"Freda installa sur le sol la nappe brodée qui s'envola immédiatement et menaça d'aller se pendre dans les branches d'un chêne. Coudes et genoux à terre et postérieur en l'air, elle pria Brenda de bien vouloir l'aider. A elles deux elles réussirent à arrimer les quatre coins de l'étoffe en y déposant le panier, les poulets rôtis, le sac de pommes de terre et une pierre. Les hommes de l'usine hésitaient à déposer leurs provisions sur la nappe. Cramponnés à leurs musettes et leurs sacs en papier, ils demeuraient gauchement assis dans l'herbe. A la dérobée, car le cache-cache de quelques heures autour du château leur avait ouvert l'appétit, ils arrachaient une bouchée de pain et mâchonnaient une tranche de saucisson.

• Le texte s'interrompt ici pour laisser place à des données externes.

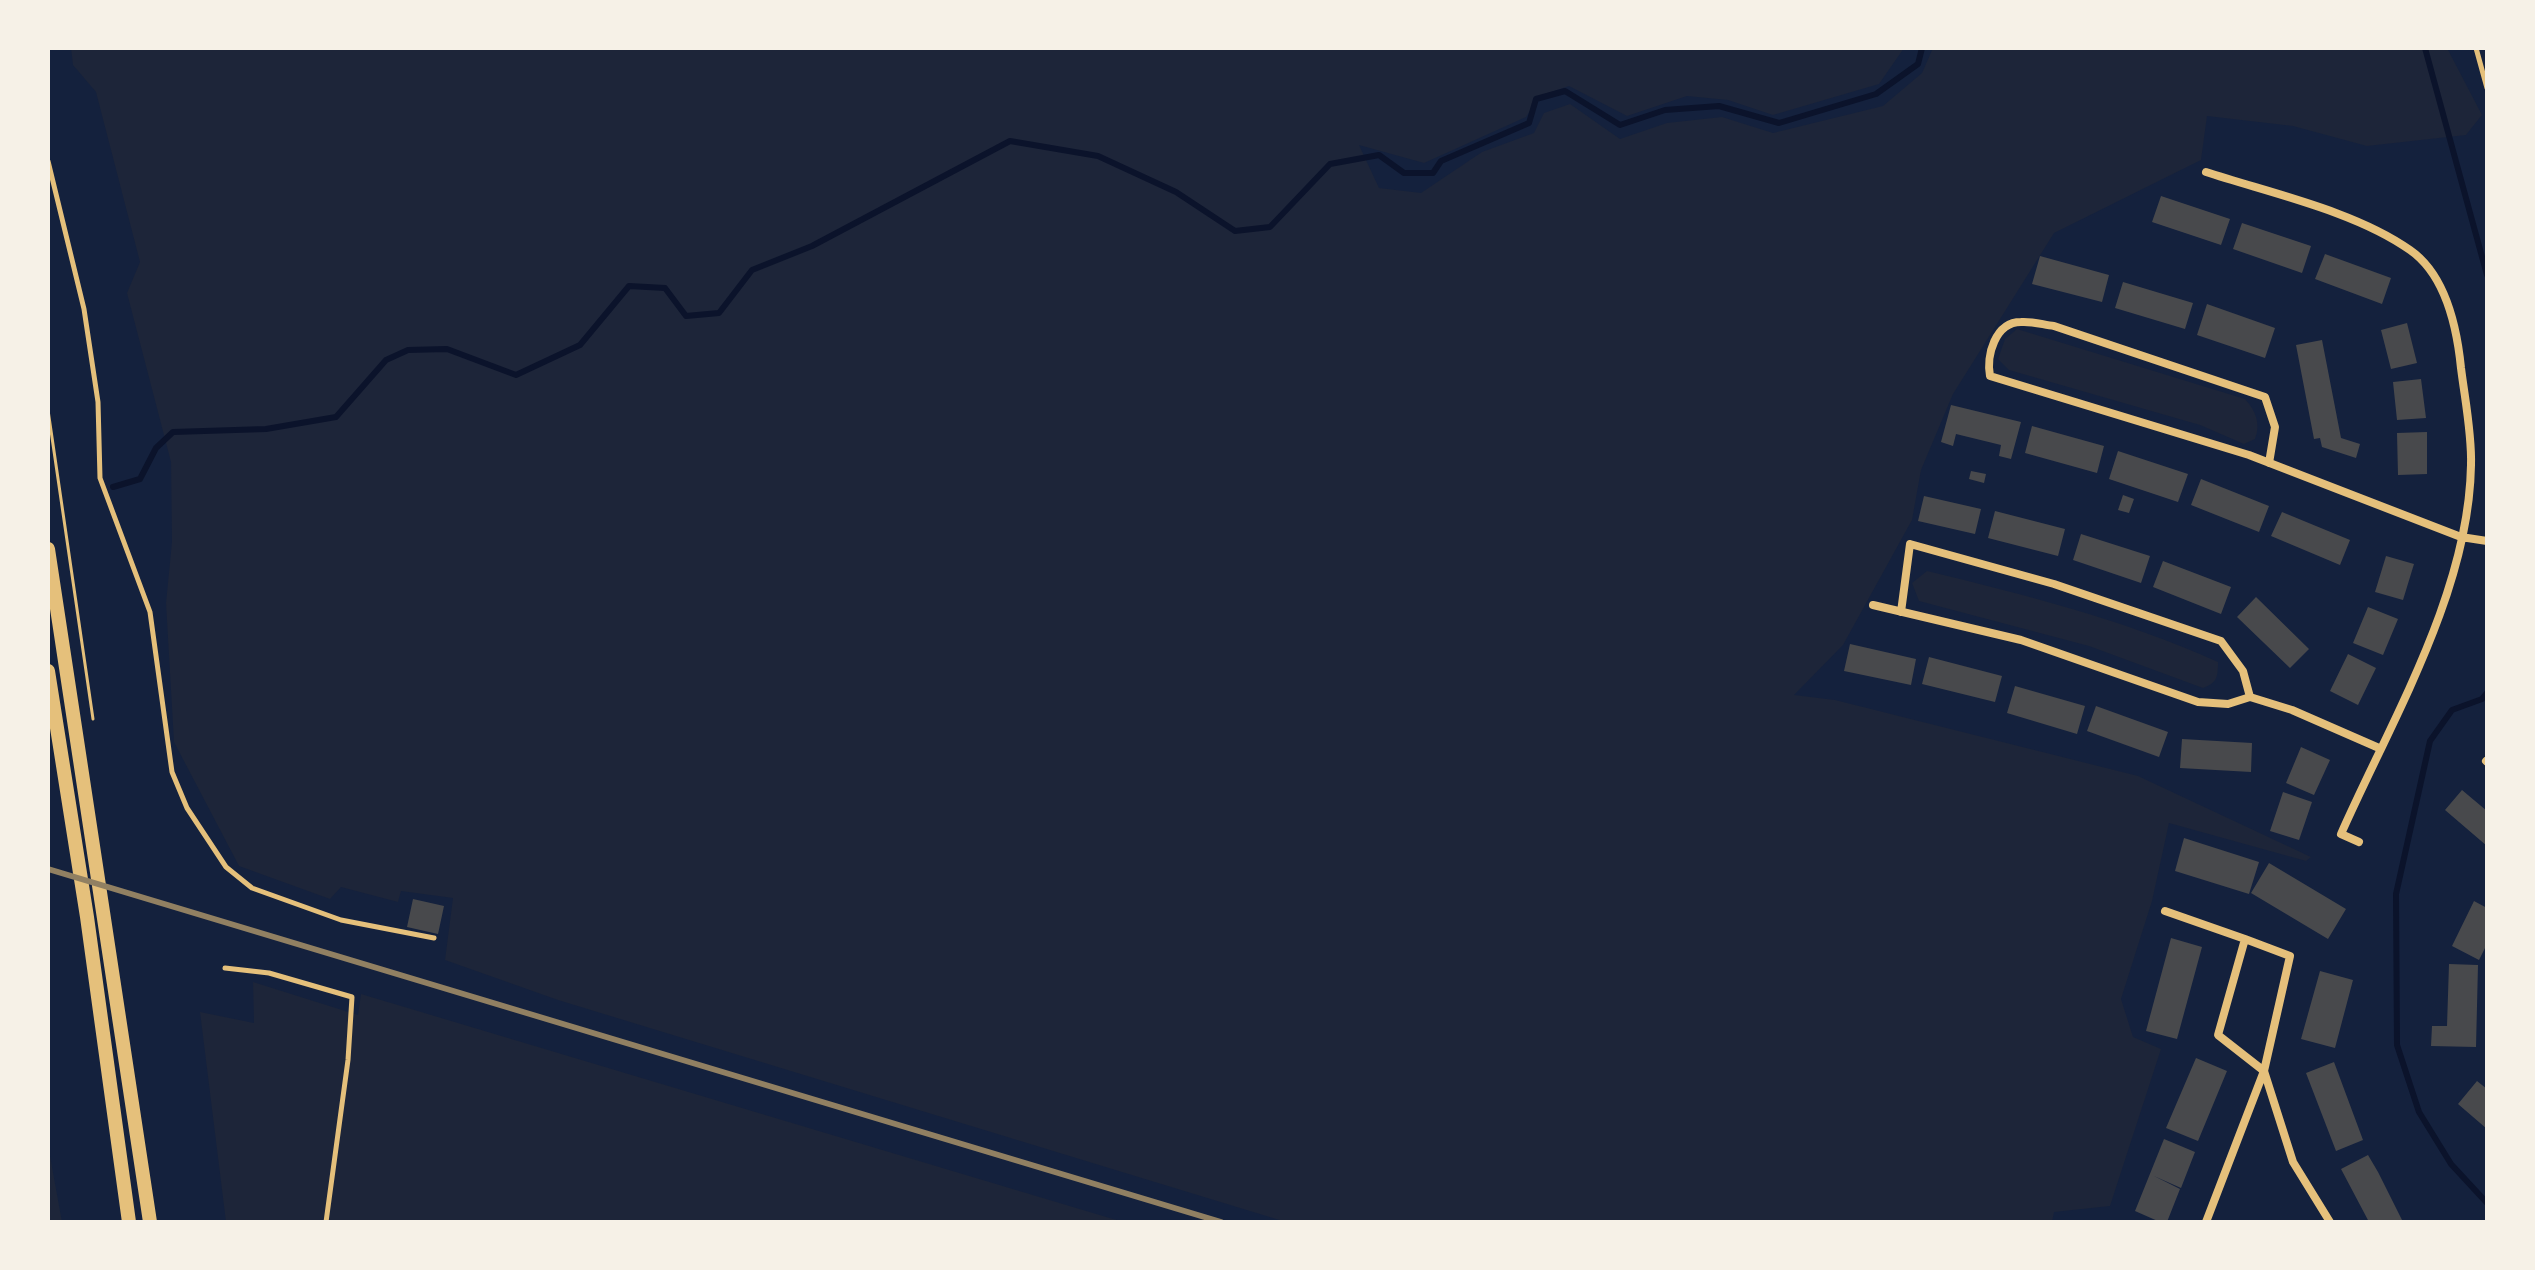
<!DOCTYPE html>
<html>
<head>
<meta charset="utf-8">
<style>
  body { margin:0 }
  #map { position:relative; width:2535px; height:1270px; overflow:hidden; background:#14213d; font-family:"Noto Sans",sans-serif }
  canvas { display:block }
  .frame { position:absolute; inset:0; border:50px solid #f6f1e7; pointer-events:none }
</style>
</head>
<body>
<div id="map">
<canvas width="2535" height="1270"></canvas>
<div class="frame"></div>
</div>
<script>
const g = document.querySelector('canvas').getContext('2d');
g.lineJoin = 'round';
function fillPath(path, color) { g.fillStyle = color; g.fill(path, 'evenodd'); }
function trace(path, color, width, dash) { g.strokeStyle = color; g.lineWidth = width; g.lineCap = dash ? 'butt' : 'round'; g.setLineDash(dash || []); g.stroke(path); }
fillPath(new Path2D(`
  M71,48H1904L1879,84L1773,115L1728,100L1687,96L1627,116L1569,86L1540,96L1526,117L1424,163L1359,145L1379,188L1421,193L1482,152L1534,133L1544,113L1570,104L1620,139L1667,123L1722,117L1773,133L1883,106L1922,73L1933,48H2447L2482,115L2466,135L2367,146L2293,126L2207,116L2201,160L2054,233L1953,394L1921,470L1912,520L1843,645L1794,695L1835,700L2138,776L2311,857L2306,861L2169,823L2152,901L2121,999L2133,1037L2161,1049L2110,1206L2054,1212L2052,1222H1286L558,1000L445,960L453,898L401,891L398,902L341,887L330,899L239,866L174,742L166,603L172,542L171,462L127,293L140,262L96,92L73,65Z
  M2017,329L2245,399C2256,411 2261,424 2255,439L2244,444L2200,425L2009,370L1998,359L2005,339Z
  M1927,571C2026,595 2125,620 2218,662C2218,677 2217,683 2203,688L2089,646L1919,601L1912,583Z
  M253,982L358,1015L361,994L1123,1222H226L200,1012L254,1023Z
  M48,1145L62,1222H48Z`), '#1d2539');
trace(new Path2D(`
  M2425,48L2487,275
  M113,487L140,479L156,448L173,432L266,429L336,417L386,360L408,350L447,349L516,375L580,345L629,286L665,288L686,316L719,313L752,270L812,246L1010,141L1098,156L1176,192L1235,231L1270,227L1330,164L1379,155L1404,173H1433L1441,161L1529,123L1536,99L1565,91L1620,125L1665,110L1719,106L1779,123L1876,94L1918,64L1922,48
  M2487,693L2482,699L2452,710L2430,741L2396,894L2397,1045L2419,1112L2451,1164L2487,1203`), '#0b132b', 6);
fillPath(new Path2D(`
  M2161,196L2230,219L2221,245L2152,222Z
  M2242,223L2311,246L2302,273L2233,249Z
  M2325,254L2391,278L2382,304L2315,279Z
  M2040,256L2109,275L2102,302L2032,284Z
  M2123,282L2193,303L2185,329L2115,308Z
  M2207,304L2275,328L2265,358L2197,335Z
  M2407,323L2417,363L2391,369L2381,330Z
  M2322,340L2341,438L2360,444L2356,458L2322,447L2320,438L2314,439L2296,345Z
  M2421,379L2426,418L2397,420L2393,382Z
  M1951,405L2021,422L2011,459L1999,456L2001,445L1956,434L1953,446L1941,442Z
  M2032,426L2104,446L2097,473L2025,453Z
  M2427,432V474L2398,475L2397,433Z
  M2118,451L2188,474L2178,502L2109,479Z
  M1971,471L1986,474L1984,483L1969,479Z
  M2201,479L2269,506L2259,532L2191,505Z
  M2123,495L2134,499L2129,513L2118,510Z
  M1924,496L1981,509L1975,534L1918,521Z
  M1995,511L2065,529L2058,556L1988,538Z
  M2282,512L2350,540L2340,565L2271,536Z
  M2081,534L2150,556L2141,583L2073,560Z
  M2386,556L2414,564L2403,600L2375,592Z
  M2163,561L2231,587L2221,614L2153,587Z
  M2256,597L2309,649L2290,668L2237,617Z
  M2368,607L2398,619L2383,655L2353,643Z
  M1850,644L1916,659L1911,685L1844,671Z
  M2348,654L2376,668L2358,705L2330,691Z
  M1929,657L2002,676L1995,702L1922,684Z
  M2015,686L2085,706L2077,734L2007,713Z
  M2096,706L2168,732L2159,757L2087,731Z
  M2182,739L2252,743L2251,772L2180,768Z
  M2301,747L2330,760L2314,795L2286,783Z
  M2462,790L2487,811V846L2445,810Z
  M2283,792L2312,802L2299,840L2270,831Z
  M2184,838L2259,862L2249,894L2175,871Z
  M2269,863L2346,909L2328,939L2251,893Z
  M413,899L444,906L438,934L407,927Z
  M2474,901L2487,908V944L2479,960L2452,946Z
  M2171,938L2202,947L2177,1039L2146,1031Z
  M2449,964L2478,965L2476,1047L2431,1046L2432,1026H2447Z
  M2320,971L2353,980L2335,1048L2301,1039Z
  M2196,1058L2227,1071L2198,1141L2166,1128Z
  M2334,1062L2363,1140L2336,1151L2306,1073Z
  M2477,1081L2487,1089V1129L2458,1104Z
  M2164,1139L2195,1152L2181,1188L2154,1176L2180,1189L2167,1222H2160L2135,1211Z
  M2368,1155L2378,1172L2403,1222H2369L2341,1169Z`), '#48494c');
trace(new Path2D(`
  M48,410L93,719`), '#e5c07b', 3);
trace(new Path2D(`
  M2476,48L2487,88
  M48,161L84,309L98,402L100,478L150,612L172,772L187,808L226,867L252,888L341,920L434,938
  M225,968L269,973L352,997L348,1060L326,1222`), '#e5c07b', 5);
trace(new Path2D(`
  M2206,172C2270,193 2355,211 2410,250C2446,275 2457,328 2461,368C2465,400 2472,434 2471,465C2469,592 2391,721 2341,834L2359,842
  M2269,463L2275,427L2265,397L2054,326C2044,325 2032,321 2021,322C1995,322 1986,356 1990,376L2249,455L2461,537L2487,541
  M1873,605L2021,640L2198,702L2228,704L2250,697L2292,710L2379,748
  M1901,612L1910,544L2054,584L2221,641L2243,671L2250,697
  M2486,761L2487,762
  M2165,911L2245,939
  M2206,1222L2264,1071L2290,956L2245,939L2218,1035L2264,1071L2293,1162L2330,1222`), '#e5c07b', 8);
trace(new Path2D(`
  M48,549L150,1222
  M48,671L87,917L129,1222`), '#e5c07b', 14);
trace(new Path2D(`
  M48,869L1221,1222`), '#918062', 6);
</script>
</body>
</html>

- Ma parole, proposa Freda, on met la nourriture en commun.
Semblable à une infirmière major et raide comme la justice dans son manteau de peau lainée, elle semblait distribuer à chacun sa dose de médicaments. Eux obtempéraient en mastiquant silencieusement : ils entassèrent devant elle morceaux de pain et chapelets de saucisses.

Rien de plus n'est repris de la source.